I would love to snowflake to support `supports_multivalues_insert` #55

wxianxin · 2018-08-14T19:55:55Z

Please answer these questions before submitting your issue. Thanks!

What version of Python are you using (python --version)?
python 3.7
What operating system and processor architecture are you using (python -c 'import platform; print(platform.platform())')?
Mac OS. X86
What are the component versions in the environment (pip list)?
All latest as of today: 20180814
What did you do?

    dialect = getattr(connection, 'dialect', None)
    if dialect and getattr(dialect, 'supports_multivalues_insert', False):
        print('YESSSS!!!!!!!!!!!!!!!!!')
    else:
        print('NOOOOOOO!')

I got No. There is no support for supports_multivalues_insert. I feel heartbroken.

A complete runnable program is good.

What did you expect to see?
Add support for pandas sql to fast upload dataframe to snowflake table.
What did you see instead?
Slow ORM unit of work.
Can you set logging to DEBUG and collect the logs?

Not necessary

The text was updated successfully, but these errors were encountered:

smtakeda · 2018-08-16T00:57:30Z

I think Snowflake supports it but the flag is not enabled for some reason. Trying add the flag.

smtakeda · 2018-08-22T03:14:41Z

@wxianxin can you please educate how this flag impacts the functionality? I'm mostly sure I can add

supports_multivalues_insert = True

to the base class, but I'm not clear what test case I should add to verify the impact.

In my understanding, this flag indicates INSERT statement can have multiple values, e.g.,

INSERT INTO t VALUES(1,'test1'),(2,'test2');

My question is how SQLAlchemy transforms the objects into the above multi-values INSERT statement.

wxianxin · 2018-08-22T13:53:53Z

@smtakeda Thanks for your attention. I am afraid that the answer to your question is: I don't know. I am not familiar with the design of SQLAlchemy.

Why do I raise this issue? I am just a pandas and snowflake user. I often need to upload large dataframe to snowflake. Ideally I hope to use pandas.Dataframe.to_sql(). However it is slow and sometimes not responsive if the dataframe is too large.

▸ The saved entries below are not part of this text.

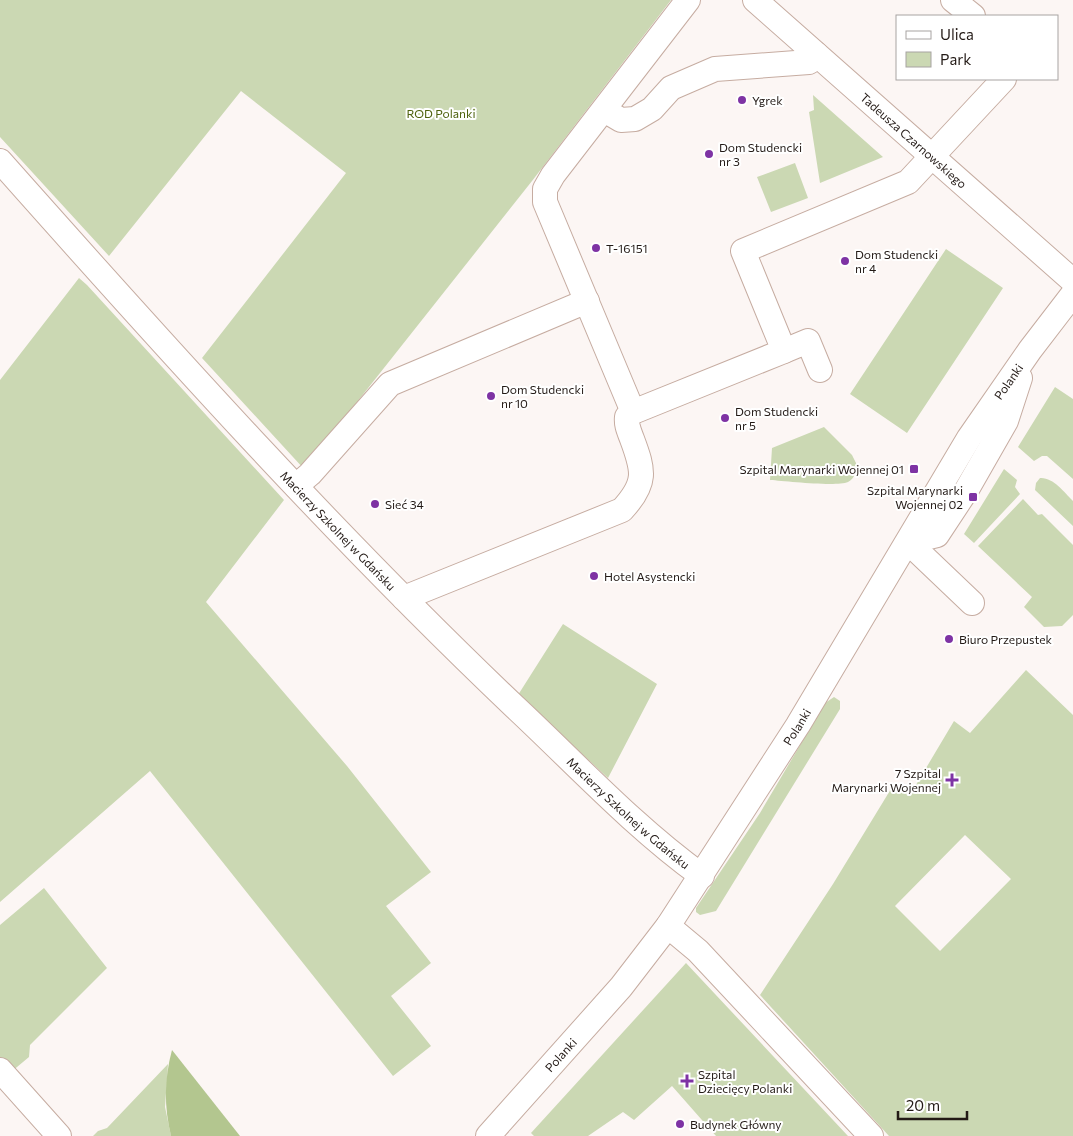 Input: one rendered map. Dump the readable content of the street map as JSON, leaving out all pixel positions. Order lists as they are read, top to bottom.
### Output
{
  "streets": {
    "street": ["Tadeusza Czarnowskiego", "Polanki", "Macierzy Szkolnej w Gdańsku"]
  },
  "crossings": [
    ["Polanki", "Macierzy Szkolnej w Gdańsku"]
  ],
  "parks": ["ROD Polanki"],
  "places": {
    "other": [
      "Ygrek",
      "Dom Studencki nr 3",
      "T-16151",
      "Dom Studencki nr 4",
      "Dom Studencki nr 10",
      "Dom Studencki nr 5",
      "Sieć 34",
      "Hotel Asystencki",
      "Biuro Przepustek",
      "Budynek Główny"
    ],
    "transit": ["Szpital Marynarki Wojennej 01", "Szpital Marynarki Wojennej 02"],
    "health": ["7 Szpital Marynarki Wojennej", "Szpital Dziecięcy Polanki"]
  },
  "legend": ["Ulica", "Park"],
  "scale_bar": "20 m"
}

I have been tracking the development of pandas and I think they will add a feature to speed up the upload. Which is related to supports_multivalues_insert. The feature is included in pandas 0.23.0 but it is reverted shortly. I think they are aiming for 0.24.0.

I can point you to related issues in pandas repo.
pandas-dev/pandas#21401
pandas-dev/pandas#8953

For the flag, I think at one time I see it used in pandas to check whether the dialect supports this feature and behave accordingly. But now I can't find the specific code anymore. Maybe it doesn't really matter.

As I am not an expert in this, feel free to close this issue in any way you see fit. Thanks!

smtakeda · 2018-08-22T16:11:55Z

Actually to_sql already uses the multi-value insert in executemany in Python connector.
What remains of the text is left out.